Focus on a Compelling Story

Because storytelling is at the core of media organizations and their various brand properties, they have the unique opportunity to leverage characters, settings and unique brand attributes to create differentiated OOH campaigns, according to Rosenthal. Brands and retailers can take a similar approach by building a comprehensive story around a particular campaign, brand value prop or even a product launch.

“A lot of the work that we do is really geared towards grabbing attention — to capture people in the moment but then also trying to drive conversation online through social,” he explained. “When you can come up with something that’s driven by compelling content and compelling visuals, something that’s different, that is when you’re going to see the biggest impact and reach. Because in an ideal world, you create something that’s appealing enough that somebody takes the moment to post it on social and then it garners a lot more eyeballs because a lot of OOH is launched in major metropolitan areas, which represents a small microcosm of the possible audience.”

Midnight Oil worked with Netflix on a series of billboards that tell a robust story that aligns with its newest series. Photo credit: Midnight Oil

Think Holistically About the Entire Campaign Vision

The most effective OOH campaigns are tied to broader, long-term campaign strategies that span various channels and touch points. Marketing and advertising teams need to look at their campaign calendar holistically to ensure all the pieces can be created on time and on budget. For example, a year-long campaign may have multiple phases, and within each of those phases there may be a new storytelling element that will have supporting campaign tactics and pieces that have their own distinct launch cadence.

With OOH in particular, “there’s varying degrees of how much lead time it takes; just like with every other piece of the marketing strategy, one of the big considerations is how much time you have to allow to create something, from the fabrication to the installation,” Rosenthal explained. This is especially true if brands want to integrate digital OOH or explore new 3D formats and material usage.

This project for the film Oppenheimer was built around a 10-month countdown clock concept that built anticipation for the movie’s release and timed to coincide with the anniversary of the first nuclear test. Over the duration of the campaign, there were more than three billion views online. Photo credit: Midnight Oil

Be Intentional with Digital

Digital is driving a new era of OOH, particularly since a key consideration for brands is how to use OOH to activate consumer behaviors. In this case, that means inspiring audiences to share the campaign or learn more about the brand, film or experience, using their own digital accounts and devices. For some brands, that means sharing a campaign hashtag on all billboards. For others, that means using a QR code with a clear call-to-action.

However, “the easy answer is any or all of the above,” Rosenthal said. “But ultimately, it’s about creating something that’s visually arresting and appealing to get people to take notice. And then, ideally, it’s a combination of the brand promoting the work, and then getting consumers to post the content. We’re especially seeing a lot of ads on TikTok.”  

Video credit: Paramount+, Midnight Oil

Digital also has become a key form factor for OOH storytelling and is being integrated into the “four sides” of traditional billboards.

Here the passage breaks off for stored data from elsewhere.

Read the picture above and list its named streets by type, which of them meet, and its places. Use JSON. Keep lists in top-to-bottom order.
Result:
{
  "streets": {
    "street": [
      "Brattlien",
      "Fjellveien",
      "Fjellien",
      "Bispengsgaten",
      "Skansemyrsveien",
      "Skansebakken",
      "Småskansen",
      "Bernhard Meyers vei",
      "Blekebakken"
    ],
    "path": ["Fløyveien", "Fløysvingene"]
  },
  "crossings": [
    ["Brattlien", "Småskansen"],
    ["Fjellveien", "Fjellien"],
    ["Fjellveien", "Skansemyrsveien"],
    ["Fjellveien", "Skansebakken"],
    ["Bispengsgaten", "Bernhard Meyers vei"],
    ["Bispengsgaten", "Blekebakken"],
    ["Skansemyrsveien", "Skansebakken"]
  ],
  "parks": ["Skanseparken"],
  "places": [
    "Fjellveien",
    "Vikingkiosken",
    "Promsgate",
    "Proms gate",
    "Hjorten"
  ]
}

“We’re not just doing digital OOH where the screen is digital — we’re also starting to incorporate digital screens into what would otherwise be a static billboard,” Rosenthal explained. “That way, you can have motion in places where you may not otherwise have it. Screen quality has gotten to the point where you can do that, and it can be highly impactful. It allows you to have messaging change while still maintaining that visual consistency.

Paramount+ recently launched a campaign for the newest season of its Halo series for which new content was launched on OOH digital billboards every week. “It’s a lot easier than going up onto a board to change [the content manually], right?” Rosenthal noted. “We see a lot of potential opportunity there: blending static, three-dimensional design and digital together.”


ever seen a billboard with a tongue? #leo #netflix

♬ original sound – Netflix

Don’t Be Afraid to Push Creative Limits

While OOH typically focuses on the standard 14-foot billboard, “most of our clients will supplement that core with three-dimensional boards or even lighting effects to make their creations pop,” Rosenthal said. He advised brands to not be afraid to push creative limits here, especially because it’s getting harder to create something that stands out and inspires people to stop, stare and share. “That’s always been a challenge, but that’s also the exciting part for anyone in the industry,” he added.

For example, Midnight Oil recently did a billboard campaign with Netflix for its recent release Leo, about a lizard. The campaign, which was launched only on Sunset Boulevard in Los Angeles, had two parallel billboards on either side of a street and a long lizard tongue hanging across to connect them.

The creativity sparked attention and inspired passersby to snap and share the campaign in real time. “We had people stopping to take photos of it,” Rosenthal said. “That one campaign was able to drive a lot more attention because not only did Netflix promote it on social, so did other people.”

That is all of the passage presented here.